More recently, several studies have been published further suggesting that sentinel lymph node biopsy may be a promising advance in breast cancer surgery. In a small study published in 2003 in the The New England Journal of Medicine, researchers found that sentinel lymph node biopsy missed cancerous cells in only 9% of cases, and in most of these instances, the women did not develop a new cancerous tumor. Women who underwent sentinel lymph node biopsy also experienced less arm pain and better mobility compared to women who underwent standard axillary lymph node dissection.

In a June 2005 study published in the Journal of Clinical Oncology, British researchers found that women who underwent sentinel lymph node biopsy experienced significantly less arm swelling and numbness compared to women who under standard lymph node removal.

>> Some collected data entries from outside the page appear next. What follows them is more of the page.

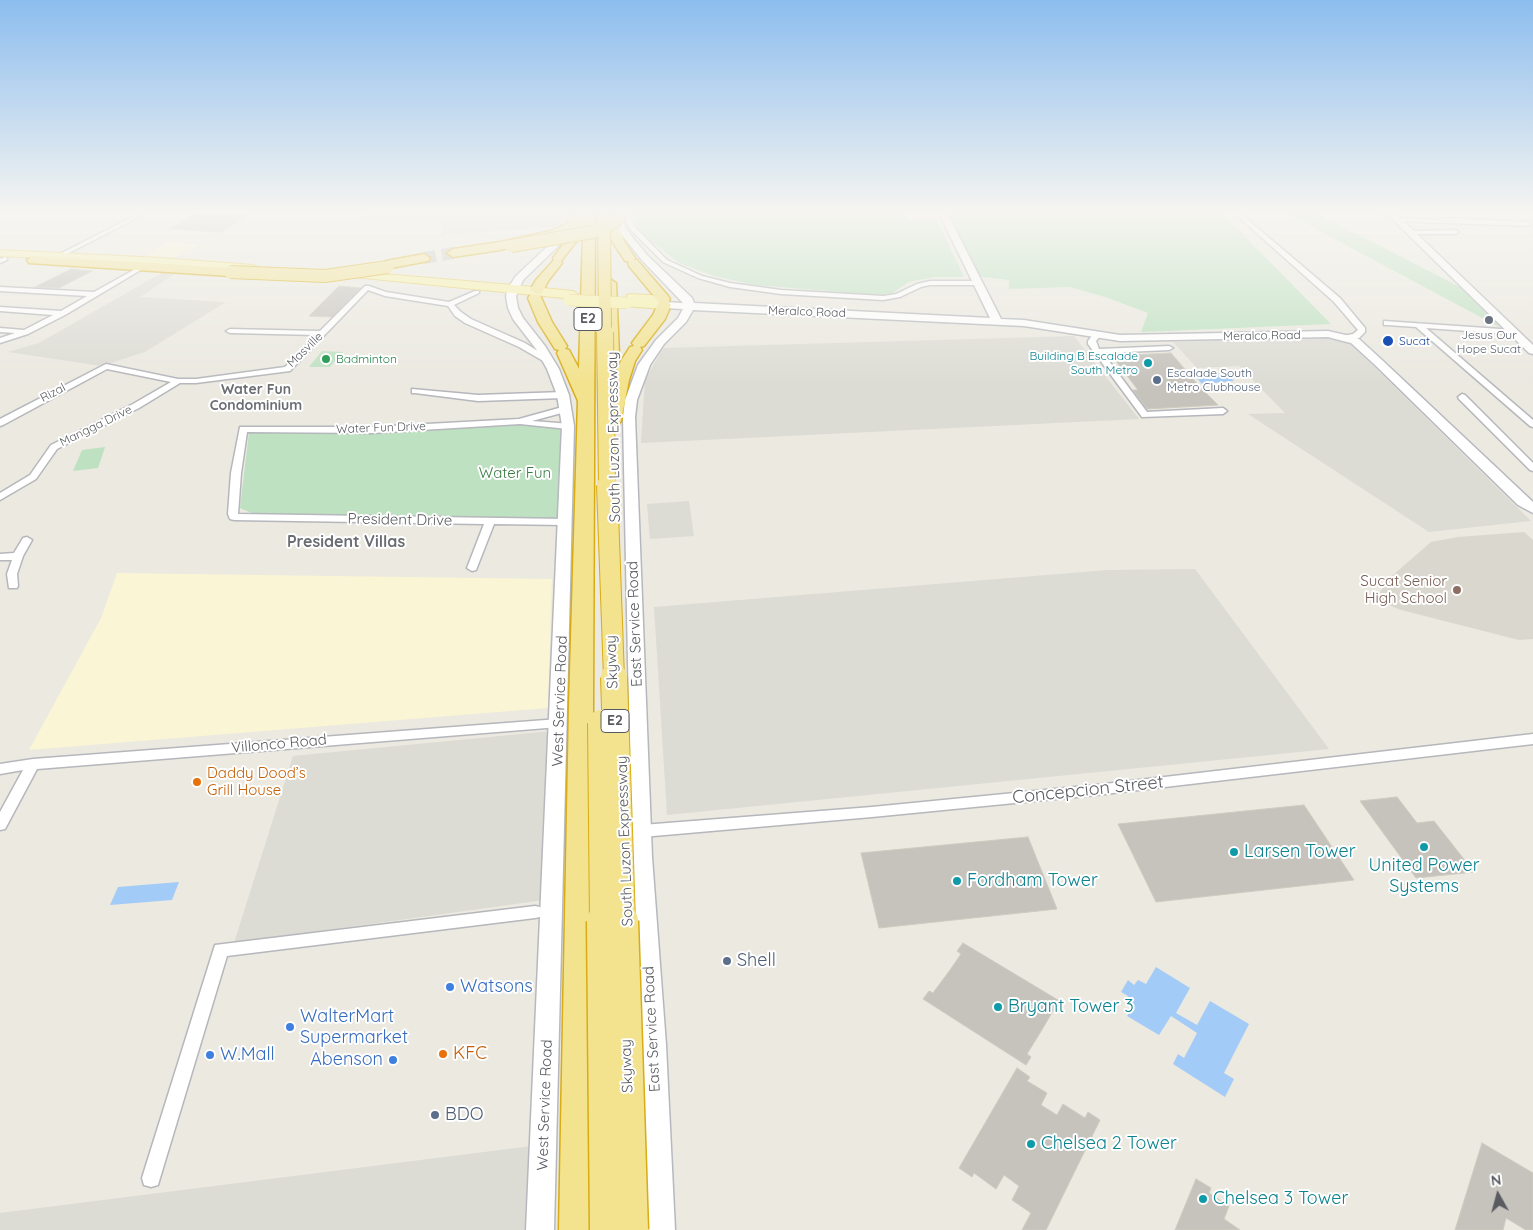 <!DOCTYPE html>
<meta charset="utf-8">
<style>
body{margin:0}
#map{position:relative;width:1533px;height:1230px;overflow:hidden;background:#ebe9e0;font-family:Quicksand,sans-serif}
canvas{display:block}
.north{position:absolute;left:1473px;top:1170px;width:50px;height:50px;-webkit-text-stroke:4px #fff;paint-order:stroke;rotate:353deg;font-size:14px;font-weight:700;line-height:20px;text-align:center;color:#595b60}
.north::after{content:'';display:block;margin:auto;width:18px;height:22px;background:#595b60;clip-path:polygon(50% 0,100% 100%,50% 72%,0 100%)}
</style>
<div id="map">
<canvas width="1533" height="1230"></canvas>
<div class="north">N</div>
</div>
<script>
const g = document.querySelector('canvas').getContext('2d');
g.lineJoin = 'round';
function fillPath(path, color) { g.fillStyle = color; g.fill(path, 'evenodd'); }
const shape = rows => new Path2D(rows.map(r => 'M' + r).join(''));
function stroke(path, color, width, dash) { g.strokeStyle = color; g.lineWidth = width; g.lineCap = dash ? 'butt' : 'round'; g.setLineDash(dash || []); g.stroke(path); }
function label(font, color, halo, rows, align = 'center') {
  g.font = font + ' Quicksand,sans-serif'; g.lineWidth = 4; g.setLineDash([]); g.textBaseline = 'middle'; g.strokeStyle = halo; g.fillStyle = color; for (const [text, x, y, turn = 0] of rows) {
    g.save(); g.translate(x, y); g.rotate((+turn || 0) * Math.PI / 180); g.textAlign = isNaN(turn) ? turn : align; if (halo) g.strokeText(text, 0, 0); g.fillText(text, 0, 0); g.restore();
  }
}
const commercial = shape([
 [169,242,199,244,171,259,143,257],
 [117,573,552,579,548,708,29,750,101,618]
]);
const industrial = shape([
 [385,213,567,213,566,217,556,227,442,235,443,219,359,222,364,214],
 [163,272,176,273,140,297,226,302,145,352,101,366,8,352,39,343],
 [1074,336,1139,419,641,443,645,380,663,348],
 [1328,337,1350,343,1531,521,1429,532,1248,414,1285,413,1239,366,1197,368,1173,342],
 [689,501,694,536,650,539,647,504],
 [1195,569,1329,749,667,815,654,607,1108,570],
 [552,731,544,900,234,943,293,756],
 [532,1146,527,1230,0,1230,0,1213]
]);
const education = shape([
 [1524,532,1533,540,1533,639,1519,640,1401,610,1376,600,1386,581,1431,542,1458,537]
]);
const green = shape([
 [633,213,905,213,908,220,937,220,964,277,935,277,909,282,892,293,876,295,755,285,714,276,679,263,641,233],
 [949,213,1222,213,1331,324,1141,332,1148,313,1105,297,1070,287,1009,289,1009,280,975,276],
 [1286,213,1316,213,1460,287,1501,328],
 [322,351,343,352,330,367,309,367],
 [526,425,565,429,558,519,268,516,254,514,240,508,249,432,363,433],
 [105,447,98,468,73,471,82,450]
]);
const water = shape([
 [1224,373,1234,373,1239,376,1238,378,1231,378,1234,381,1202,384,1195,376],
 [179,882,172,900,110,905,118,887],
 [1156,967,1190,988,1176,1013,1197,1025,1210,1001,1249,1024,1224,1073,1234,1079,1225,1097,1173,1064,1178,1054,1184,1058,1197,1033,1171,1016,1159,1035,1127,1016,1133,1007,1125,1002,1128,996,1121,992,1128,980,1134,985,1138,980,1146,984]
]);
const building = shape([
 [196,213,253,213,221,232,168,229,196,213],
 [71,269,92,271,59,288,35,287,71,269],
 [339,286,361,288,332,317,309,316,339,286],
 [1171,353,1200,387,1218,405,1147,409,1133,390,1138,390,1112,356,1171,353],
 [1397,797,1417,823,1434,821,1474,872,1416,878,1360,801,1397,797],
 [1304,805,1354,880,1156,902,1118,824,1304,805],
 [1028,837,1057,909,879,928,861,853,1028,837],
 [963,943,1063,1003,1057,1013,1053,1011,1040,1033,1027,1054,1031,1057,1026,1065,923,999,929,991,933,993,950,970,961,954,957,951,963,943],
 [1017,1068,1030,1077,1027,1081,1047,1093,1041,1105,1057,1115,1063,1104,1085,1118,1088,1112,1100,1120,1046,1230,1022,1230,1031,1213,1012,1200,1019,1186,1004,1175,996,1189,974,1173,972,1177,959,1168,1017,1068],
 [1482,1143,1533,1173,1533,1230,1526,1230,1506,1218,1503,1230,1455,1230,1482,1143],
 [1196,1179,1211,1188,1209,1193,1229,1206,1224,1219,1240,1230,1175,1230,1196,1179]
]);
const highwayTunnel = shape([
 [424,258,453,253]
]);
const street = shape([
 [140,213,147,213,61,257,56,256,140,213],
 [623,213,629,213,635,227,667,260,702,276,730,283,781,290,883,296,896,294,917,284,930,281,979,281,982,283,979,285,930,285,921,287,900,297,883,300,781,294,730,287,698,278,663,262,630,229,623,213],
 [1234,213,1240,213,1340,298,1365,328,1365,332,1359,338,1343,340,1343,336,1353,334,1358,330,1334,302,1234,213],
 [1377,213,1393,213,1390,215,1377,213],
 [1397,218,1440,220,1444,218,1528,222,1531,224,1528,226,1395,221,1394,220,1397,218],
 [1411,231,1456,230,1459,232,1456,234,1409,234,1408,233,1411,231],
 [5,257,7,258,7,260,0,263,0,259,5,257],
 [139,267,144,268,65,315,28,334,0,343,0,338,15,333,0,332,0,328,24,330,53,315,0,311,0,307,61,311,87,296,0,291,0,287,94,292,139,267],
 [365,286,369,286,386,292,449,302,475,291,479,291,479,293,454,305,461,312,471,319,525,343,552,360,545,362,519,347,465,323,455,316,448,306,385,296,368,290,290,371,196,383,180,383,139,408,57,449,36,479,0,500,0,493,30,475,51,445,133,404,171,382,107,369,3,425,0,426,0,419,106,364,178,379,196,379,285,367,316,335,230,333,226,331,230,329,320,331,365,286],
 [1384,321,1515,330,1515,334,1512,334,1426,328,1533,420,1533,427,1530,426,1416,327,1387,325,1384,325,1384,321],
 [1094,333,1101,335,1096,341,1099,349,1169,346,1173,348,1169,350,1103,353,1147,412,1223,408,1227,411,1223,414,1142,417,1088,344,1088,341,1094,333],
 [412,389,478,395,563,392,567,395,563,398,478,401,415,393,412,393,412,389],
 [1462,394,1465,395,1533,463,1533,471,1530,470,1459,399,1458,397,1462,394],
 [566,406,569,407,569,411,532,421,571,424,572,426,568,429,520,424,372,433,247,432,241,473,238,514,566,519,571,522,566,525,494,524,476,570,472,571,467,568,484,524,234,520,230,519,228,514,231,473,240,427,372,427,519,419,566,406],
 [27,537,32,540,23,556,17,574,18,586,17,588,9,588,7,574,12,560,0,560,0,554,14,553,23,538,27,537],
 [559,719,563,720,565,723,563,726,559,727,37,769,5,829,0,830,0,812,23,770,0,774,0,764,33,759,559,719],
 [1533,734,1533,744,1096,795,872,817,642,837,637,835,635,831,637,827,642,825,872,807,1096,785,1533,734],
 [535,906,540,907,543,912,540,917,535,918,227,956,160,1178,158,1185,151,1187,144,1185,142,1178,215,945,535,906]
]);
const secondary = shape([
 [576,213,584,213,575,230,523,280,516,296,518,308,523,318,545,346,559,369,569,395,574,426,554,1230,526,1230,562,426,557,395,547,369,536,349,513,319,508,308,506,296,508,288,516,276,568,227,576,213],
 [615,213,623,213,625,228,647,255,692,298,694,303,990,318,939,213,947,213,1001,319,1024,320,1120,335,1328,331,1350,336,1359,339,1382,360,1533,502,1533,513,1518,505,1374,364,1351,343,1343,341,1328,337,1120,341,1024,326,693,310,686,322,664,344,650,365,637,400,635,417,652,857,666,1045,675,1230,647,1230,642,1045,632,857,623,417,625,400,638,365,656,340,678,318,683,309,664,308,659,305,664,302,683,303,641,259,618,230,615,213],
 [1386,213,1395,213,1533,345,1533,354,1529,353,1386,213]
]);
const primary = shape([
 [0,250,162,258,253,265,259,268,253,271,162,264,0,256,0,250],
 [348,271,513,285,573,291,579,295,573,299,344,276,342,274,344,272,348,271],
 [631,294,667,296,670,305,664,309,623,306,621,303,623,300,626,300,627,295,631,294]
]);
const highway = shape([
 [570,213,580,213,580,217,584,213,595,213,593,706,595,1230,559,1230,569,706,578,401,557,353,559,350,555,349,538,322,528,298,530,295,540,295,552,322,567,346,565,349,569,350,579,369,583,233,561,261,562,263,548,281,542,293,537,294,530,290,536,280,554,260,553,258,576,227,558,236,500,250,453,257,447,253,453,249,500,242,550,231,566,224,568,221,570,213],
 [609,214,615,217,624,241,635,258,634,260,637,260,668,296,670,299,668,302,671,305,665,319,644,346,640,347,642,350,635,361,629,380,621,421,619,424,613,426,607,424,605,421,613,380,621,361,630,347,634,346,632,343,653,315,659,302,629,266,628,261,625,261,612,241,603,217,609,214],
 [424,254,430,258,428,261,386,269,380,265,386,261,424,254],
 [33,256,230,268,236,272,230,276,29,263,27,260,33,256],
 [610,279,616,283,619,355,617,358,612,359,607,358,605,355,604,283,610,279]
]);
const primaryBridge = shape([
 [569,300,627,303]
]);
const highwayBridgeFar4 = shape([
 [604,213,605,334],
 [511,246,593,232,615,222,620,213],
 [230,272,325,276,388,267]
]);
const highwayBridgeFar3 = shape([
 [605,332,607,486]
]);
const highwayBridgeFar2 = shape([
 [607,485,614,678]
]);
const highwayBridgeFar1 = shape([
 [614,677,622,922],
 [601,723,603,922]
]);
const highwayBridge = shape([
 [603,921,606,1230],
 [622,921,632,1230]
]);
const markers = [
 [1489,320,5,"#6b7280"],
 [1388,341,6,"#1a4fb4"],
 [326,359,5,"#2e9e5b"],
 [1148,363,5,"#0f9aa8"],
 [1157,380,5,"#5c6f8a"],
 [1457,590,5,"#8d6e63"],
 [197,782,5,"#e8710a"],
 [1424,847,5,"#0f9aa8"],
 [1234,852,5,"#0f9aa8"],
 [957,881,5,"#0f9aa8"],
 [727,961,5,"#5c6f8a"],
 [450,987,5,"#3f7fe0"],
 [998,1007,5,"#0f9aa8"],
 [290,1027,5,"#3f7fe0"],
 [443,1054,5,"#e8710a"],
 [210,1055,5,"#3f7fe0"],
 [393,1060,5,"#3f7fe0"],
 [435,1115,5,"#5c6f8a"],
 [1031,1144,5,"#0f9aa8"],
 [1203,1199,5,"#0f9aa8"]
];
const farStreetnames = [
 ["Meralco Road",807,312,2],
 ["Meralco Road",1262,336,-1],
 ["Masville",305,350,-44],
 ["Rizal",53,393,-28],
 ["Mangga Drive",96,426,-26],
 ["Water Fun Drive",381,428,-2]
];
const farWorshipnames = [
 ["Jesus Our",1489,335],
 ["Hope Sucat",1489,349]
];
const farTransitnames = [
 ["Sucat",1399,341]
];
const farCulturenames = [
 ["Building B Escalade",1138,356],
 ["South Metro",1138,370]
];
const farLeisurenames = [
 ["Badminton",336,359]
];
const farServicenames = [
 ["Escalade South",1167,373],
 ["Metro Clubhouse",1167,387]
];
const shields = [
 [588,319,28],
 [615,721,28]
];
const shieldNames = [
 ["E2",588,319],
 ["E2",615,721]
];
const farNeighbourhoodnames = [
 ["Water Fun",256,390],
 ["Condominium",256,406]
];
const streetNames = [
 ["South Luzon Expressway",614,437,-91],
 ["President Drive",400,520,1],
 ["East Service Road",635,624,-92],
 ["Skyway",612,662,-92],
 ["West Service Road",560,701,-88],
 ["Villonco Road",279,744,-5],
 ["South Luzon Expressway",625,841,-92],
 ["East Service Road",652,1029,-93],
 ["Skyway",627,1066,-92],
 ["West Service Road",545,1105,-88]
];
const parkNames = [
 ["Water Fun",515,473]
];
const educationNames = [
 ["Sucat Senior",1447,581],
 ["High School",1447,598]
];
const foodNames = [
 ["Daddy Dood’s",207,773],
 ["Grill House",207,790]
];
const neighbourhoodNames = [
 ["President Villas",346,542]
];
const nearStreetnames = [
 ["Concepcion Street",1088,790,-6]
];
const nearCulturenames = [
 ["Larsen Tower",1244,852],
 ["United Power",1424,866,"center"],
 ["Systems",1424,887,"center"],
 ["Fordham Tower",967,881],
 ["Bryant Tower 3",1008,1007],
 ["Chelsea 2 Tower",1041,1144],
 ["Chelsea 3 Tower",1213,1199]
];
const nearServicenames = [
 ["Shell",737,961],
 ["BDO",445,1115]
];
const nearShopnames = [
 ["Watsons",460,987],
 ["WalterMart",300,1017],
 ["Supermarket",300,1038],
 ["W.Mall",220,1055],
 ["Abenson",383,1060,"right"]
];
const nearFoodnames = [
 ["KFC",453,1054]
];
fillPath(commercial, '#faf5d5');
fillPath(industrial, '#dcdbd4');
fillPath(education, '#dad8ce');
fillPath(green, '#bee1c1');
fillPath(water, '#a3cbf7');
fillPath(building, '#c6c3bd');
stroke(building, '#cecbbf', 1);
stroke(highwayTunnel, '#c6c6c0', 12, [12, 6]);
stroke(street, '#b6b7bc', 3);
stroke(secondary, '#b6b8be', 3);
stroke(primary, '#e5cb5f', 2);
stroke(highway, '#d8ac12', 3);
fillPath(street, '#fff');
fillPath(secondary, '#fff');
fillPath(primary, '#f8f2a8');
fillPath(highway, '#f3e38e');
stroke(primaryBridge, '#e5cb5f', 12, []);
stroke(highwayBridgeFar4, '#d8ac12', 14, []);
stroke(highwayBridgeFar3, '#d8ac12', 18, []);
stroke(highwayBridgeFar2, '#d8ac12', 22, []);
stroke(highwayBridgeFar1, '#d8ac12', 28, []);
stroke(highwayBridge, '#d8ac12', 35, []);
stroke(primaryBridge, '#f8f2a8', 11);
stroke(highwayBridgeFar4, '#f3e38e', 12);
stroke(highwayBridgeFar3, '#f3e38e', 16);
stroke(highwayBridgeFar2, '#f3e38e', 20);
stroke(highwayBridgeFar1, '#f3e38e', 26);
stroke(highwayBridge, '#f3e38e', 32);
const sky = g.createLinearGradient(0, 0, 0, 385);
sky.addColorStop(0, '#8cbdee');
sky.addColorStop(0.55, '#f6f5f1');
sky.addColorStop(1, '#f6f5f100');
g.fillStyle = sky;
g.fillRect(0, 0, 1533, 385);
for (const [x, y, r, color] of markers) { const dot = new Path2D(); dot.arc(x, y, r, 0, 2 * Math.PI); g.fillStyle = color; g.fill(dot); stroke(dot, '#fff', 2); }
label('12px', '#595b60', '#fff', farStreetnames);
label('12px', '#5b616d', '#fff', farWorshipnames);
label('12px', '#164399', '#fff', farTransitnames, 'left');
label('12px', '#0d838f', '#fff', farCulturenames, 'right');
label('12px', '#27864d', '#fff', farLeisurenames, 'left');
label('12px', '#4e5e75', '#fff', farServicenames, 'left');
for (const [x, y, w] of shields) { const box = new Path2D(); box.roundRect(x - w / 2, y - 11.5, w, 23, 4); g.fillStyle = '#fff'; g.fill(box); stroke(box, '#595b60', 1); }
label('bold 14px', '#595b60', null, shieldNames);
label('bold 14px', '#6a6d72', '#fff', farNeighbourhoodnames);
label('15px', '#595b60', '#fff', streetNames);
label('15px', '#3a7d43', '#fff', parkNames);
label('15px', '#785e54', '#fff', educationNames, 'right');
label('15px', '#c56008', '#fff', foodNames, 'left');
label('bold 16px', '#6a6d72', '#fff', neighbourhoodNames);
label('18px', '#595b60', '#fff', nearStreetnames);
label('18px', '#0d838f', '#fff', nearCulturenames, 'left');
label('18px', '#4e5e75', '#fff', nearServicenames, 'left');
label('18px', '#366cbe', '#fff', nearShopnames, 'left');
label('18px', '#c56008', '#fff', nearFoodnames, 'left');
</script>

Are All Breast Cancer Patients Candidates for Sentinel Lymph Node Biopsy?

Not all women with operable breast cancer who have been recommended to have some of their axillary (armpit) lymph nodes removed are candidates for sentinel node biopsy. According to a steering committee of Health Canada's Canadian Breast Cancer Initiative, the following women are poor candidates for sentinel lymph node biopsy:

  • Women with palpable (able to be felt) lymph nodes
  • Women with locally advanced breast cancer
  • Women with multi-focal breast cancer (cancer in many areas of the breast)
  • Women who have previously undergone breast surgery (including breast reduction)
  • Women who have previously undergone radiation therapy to the breast

Moreover, the American Cancer Society states that sentinel lymph node biopsy is most suitable if there is a single tumor less than 5 centimeters across in the breast, no prior chemotherapy or hormone therapy has been given, and the lymph nodes do not feel enlarged.

Women should discuss the benefits and risks of sentinel lymph node biopsy with their cancer treatment team.